Ultrastructure of the subventricular zone in Macaca fascicularis and evidence of a mouse-like migratory stream
Gil-Perotin S, Duran-Moreno M, Belzunegui S, Luquin MR, Garcia-Verdugo JM.
Department of Comparative Neurobiology, Cavanilles Institute of Biodiversity and Evolutive Biology (CIBERNED), Poligono La Coma s/n. 46980, Valencia, Spain.
Magazine: The Journal of Comparative Neurology
Date: Jun 10, 2009Neurology [SP]
Recent publications have shown that the lateral wall of the lateral ventricles in the Macaca fascicularis brain, in particular the subventricular zone (SVZ), contains neural stem cells throughout adulthood that migrate through a migratory pathway (RMS) to the olfactory bulb (OB).
To date, a detailed and systematic cytoarchitectural and ultrastructural study of the monkey SVZ and RMS has not been done. We found that the organization of the SVZ was similar to that of humans, with the ependymal layer surrounding the lateral ventricles, a hypocellular GAP layer formed by astrocytic and ependymal expansions, and the astrocyte ribbon, composed of astrocytic bodies. We found no cells corresponding to the type C proliferating precursor of the rodent brain. Instead, proliferating cells, expressed as Ki-67 immunoreactivity, were predominantly young neurons concentrated in the anterior regions, and occasional astrocytes of the ribbon.
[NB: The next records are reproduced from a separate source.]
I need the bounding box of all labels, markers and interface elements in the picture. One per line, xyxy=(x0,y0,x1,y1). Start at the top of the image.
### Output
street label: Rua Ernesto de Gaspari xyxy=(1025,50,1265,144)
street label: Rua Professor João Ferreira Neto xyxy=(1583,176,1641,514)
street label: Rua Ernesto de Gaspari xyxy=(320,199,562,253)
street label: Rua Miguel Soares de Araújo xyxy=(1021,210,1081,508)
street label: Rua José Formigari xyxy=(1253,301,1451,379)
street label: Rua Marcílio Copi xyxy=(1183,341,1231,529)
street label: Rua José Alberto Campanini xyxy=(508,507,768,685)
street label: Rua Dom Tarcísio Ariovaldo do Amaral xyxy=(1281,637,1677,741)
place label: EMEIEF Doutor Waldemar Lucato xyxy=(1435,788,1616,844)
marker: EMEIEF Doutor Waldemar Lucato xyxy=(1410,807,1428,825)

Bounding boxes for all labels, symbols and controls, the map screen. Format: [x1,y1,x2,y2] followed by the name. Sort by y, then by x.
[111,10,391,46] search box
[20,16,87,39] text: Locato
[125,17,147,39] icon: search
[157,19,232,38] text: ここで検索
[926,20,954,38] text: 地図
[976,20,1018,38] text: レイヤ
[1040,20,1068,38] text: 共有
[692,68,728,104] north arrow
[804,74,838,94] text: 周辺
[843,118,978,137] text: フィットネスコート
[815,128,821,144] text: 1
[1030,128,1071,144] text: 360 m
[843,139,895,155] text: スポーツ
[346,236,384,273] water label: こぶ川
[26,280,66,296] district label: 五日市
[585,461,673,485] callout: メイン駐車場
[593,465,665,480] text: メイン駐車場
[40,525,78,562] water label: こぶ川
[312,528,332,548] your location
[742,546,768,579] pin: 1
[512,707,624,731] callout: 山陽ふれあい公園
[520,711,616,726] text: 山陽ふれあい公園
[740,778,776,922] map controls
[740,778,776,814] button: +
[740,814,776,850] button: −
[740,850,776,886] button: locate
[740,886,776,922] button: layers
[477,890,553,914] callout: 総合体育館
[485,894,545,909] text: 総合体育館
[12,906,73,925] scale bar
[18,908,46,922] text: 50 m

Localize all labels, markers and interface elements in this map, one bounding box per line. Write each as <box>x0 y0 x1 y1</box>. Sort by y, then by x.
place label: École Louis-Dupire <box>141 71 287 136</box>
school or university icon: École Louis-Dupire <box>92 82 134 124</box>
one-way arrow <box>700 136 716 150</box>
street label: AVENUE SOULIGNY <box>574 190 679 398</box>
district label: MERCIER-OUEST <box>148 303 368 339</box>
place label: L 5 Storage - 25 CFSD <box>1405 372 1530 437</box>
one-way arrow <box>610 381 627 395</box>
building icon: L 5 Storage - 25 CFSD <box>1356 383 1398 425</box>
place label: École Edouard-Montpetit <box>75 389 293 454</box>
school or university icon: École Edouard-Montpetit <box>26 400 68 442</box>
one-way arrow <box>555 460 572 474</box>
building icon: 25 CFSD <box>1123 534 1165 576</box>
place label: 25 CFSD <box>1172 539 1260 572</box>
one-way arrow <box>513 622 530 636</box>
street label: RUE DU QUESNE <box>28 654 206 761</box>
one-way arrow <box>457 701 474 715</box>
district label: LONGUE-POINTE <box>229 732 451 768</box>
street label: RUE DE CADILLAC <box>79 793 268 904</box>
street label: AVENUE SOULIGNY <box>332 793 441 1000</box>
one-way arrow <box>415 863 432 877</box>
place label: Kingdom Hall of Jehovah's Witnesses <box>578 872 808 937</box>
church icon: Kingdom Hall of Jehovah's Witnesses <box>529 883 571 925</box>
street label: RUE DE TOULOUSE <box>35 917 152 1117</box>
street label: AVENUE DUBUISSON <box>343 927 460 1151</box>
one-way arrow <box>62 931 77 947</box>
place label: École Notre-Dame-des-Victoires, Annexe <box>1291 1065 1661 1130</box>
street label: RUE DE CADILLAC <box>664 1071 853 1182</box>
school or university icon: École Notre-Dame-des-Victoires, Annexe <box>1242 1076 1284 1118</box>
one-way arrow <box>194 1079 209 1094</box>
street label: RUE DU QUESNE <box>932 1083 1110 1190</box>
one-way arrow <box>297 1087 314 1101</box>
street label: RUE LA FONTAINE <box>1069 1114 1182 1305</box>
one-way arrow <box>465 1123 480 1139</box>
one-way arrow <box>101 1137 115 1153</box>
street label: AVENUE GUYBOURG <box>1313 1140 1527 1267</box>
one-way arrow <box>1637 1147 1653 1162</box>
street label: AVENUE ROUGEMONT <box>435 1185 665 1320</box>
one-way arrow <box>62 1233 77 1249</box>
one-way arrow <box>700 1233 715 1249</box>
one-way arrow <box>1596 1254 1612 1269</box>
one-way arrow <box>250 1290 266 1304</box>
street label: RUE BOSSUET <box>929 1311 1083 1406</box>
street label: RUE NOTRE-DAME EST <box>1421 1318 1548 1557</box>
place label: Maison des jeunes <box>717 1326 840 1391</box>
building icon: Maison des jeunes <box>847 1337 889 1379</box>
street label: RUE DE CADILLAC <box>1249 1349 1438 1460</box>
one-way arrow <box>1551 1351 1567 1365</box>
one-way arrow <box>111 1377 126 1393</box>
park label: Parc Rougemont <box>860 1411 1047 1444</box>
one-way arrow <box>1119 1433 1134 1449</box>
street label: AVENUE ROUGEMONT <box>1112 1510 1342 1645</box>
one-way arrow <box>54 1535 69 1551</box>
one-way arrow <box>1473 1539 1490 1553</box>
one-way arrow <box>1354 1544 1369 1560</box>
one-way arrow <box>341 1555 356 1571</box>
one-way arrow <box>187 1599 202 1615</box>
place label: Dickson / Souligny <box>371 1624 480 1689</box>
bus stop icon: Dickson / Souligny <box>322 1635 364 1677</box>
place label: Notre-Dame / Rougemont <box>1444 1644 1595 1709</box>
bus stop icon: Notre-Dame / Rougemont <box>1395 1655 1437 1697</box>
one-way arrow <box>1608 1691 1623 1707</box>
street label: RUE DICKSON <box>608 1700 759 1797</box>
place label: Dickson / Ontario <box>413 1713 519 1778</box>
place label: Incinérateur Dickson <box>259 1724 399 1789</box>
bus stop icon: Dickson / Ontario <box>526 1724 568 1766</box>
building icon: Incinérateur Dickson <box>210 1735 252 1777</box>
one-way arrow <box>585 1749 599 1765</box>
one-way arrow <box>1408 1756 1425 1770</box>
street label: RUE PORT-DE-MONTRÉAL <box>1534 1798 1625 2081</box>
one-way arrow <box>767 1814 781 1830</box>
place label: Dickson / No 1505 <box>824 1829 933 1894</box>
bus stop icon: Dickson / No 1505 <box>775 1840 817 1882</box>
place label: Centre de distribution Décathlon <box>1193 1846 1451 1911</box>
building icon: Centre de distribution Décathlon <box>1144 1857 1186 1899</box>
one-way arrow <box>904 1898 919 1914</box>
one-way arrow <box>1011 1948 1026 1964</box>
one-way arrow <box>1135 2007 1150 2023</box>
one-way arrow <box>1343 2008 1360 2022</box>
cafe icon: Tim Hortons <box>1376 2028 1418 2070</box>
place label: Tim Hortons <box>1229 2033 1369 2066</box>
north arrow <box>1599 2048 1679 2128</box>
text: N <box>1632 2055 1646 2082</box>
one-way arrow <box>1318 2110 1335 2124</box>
We observed displaced ependymal cells of still unknown significance. New neurons tended to organize in chain-like structures, which were surrounded by astrocytes. This pattern was highly reminiscent of that observed in rodent RMS, but not in humans. These chains spread from the frontal SVZ along a GAP-like layer, uniquely composed of astrocytic expansions, to the olfactory bulb (OB). The number of neuronal chains and the number of chain-forming cells decreased gradually upon reaching the OB.
The purpose of this work is to provide a reference for future studies in the field of adult neurogenesis that may lead to an understanding of the fate and functionality of newborn neurons in primates, and ultimately in humans.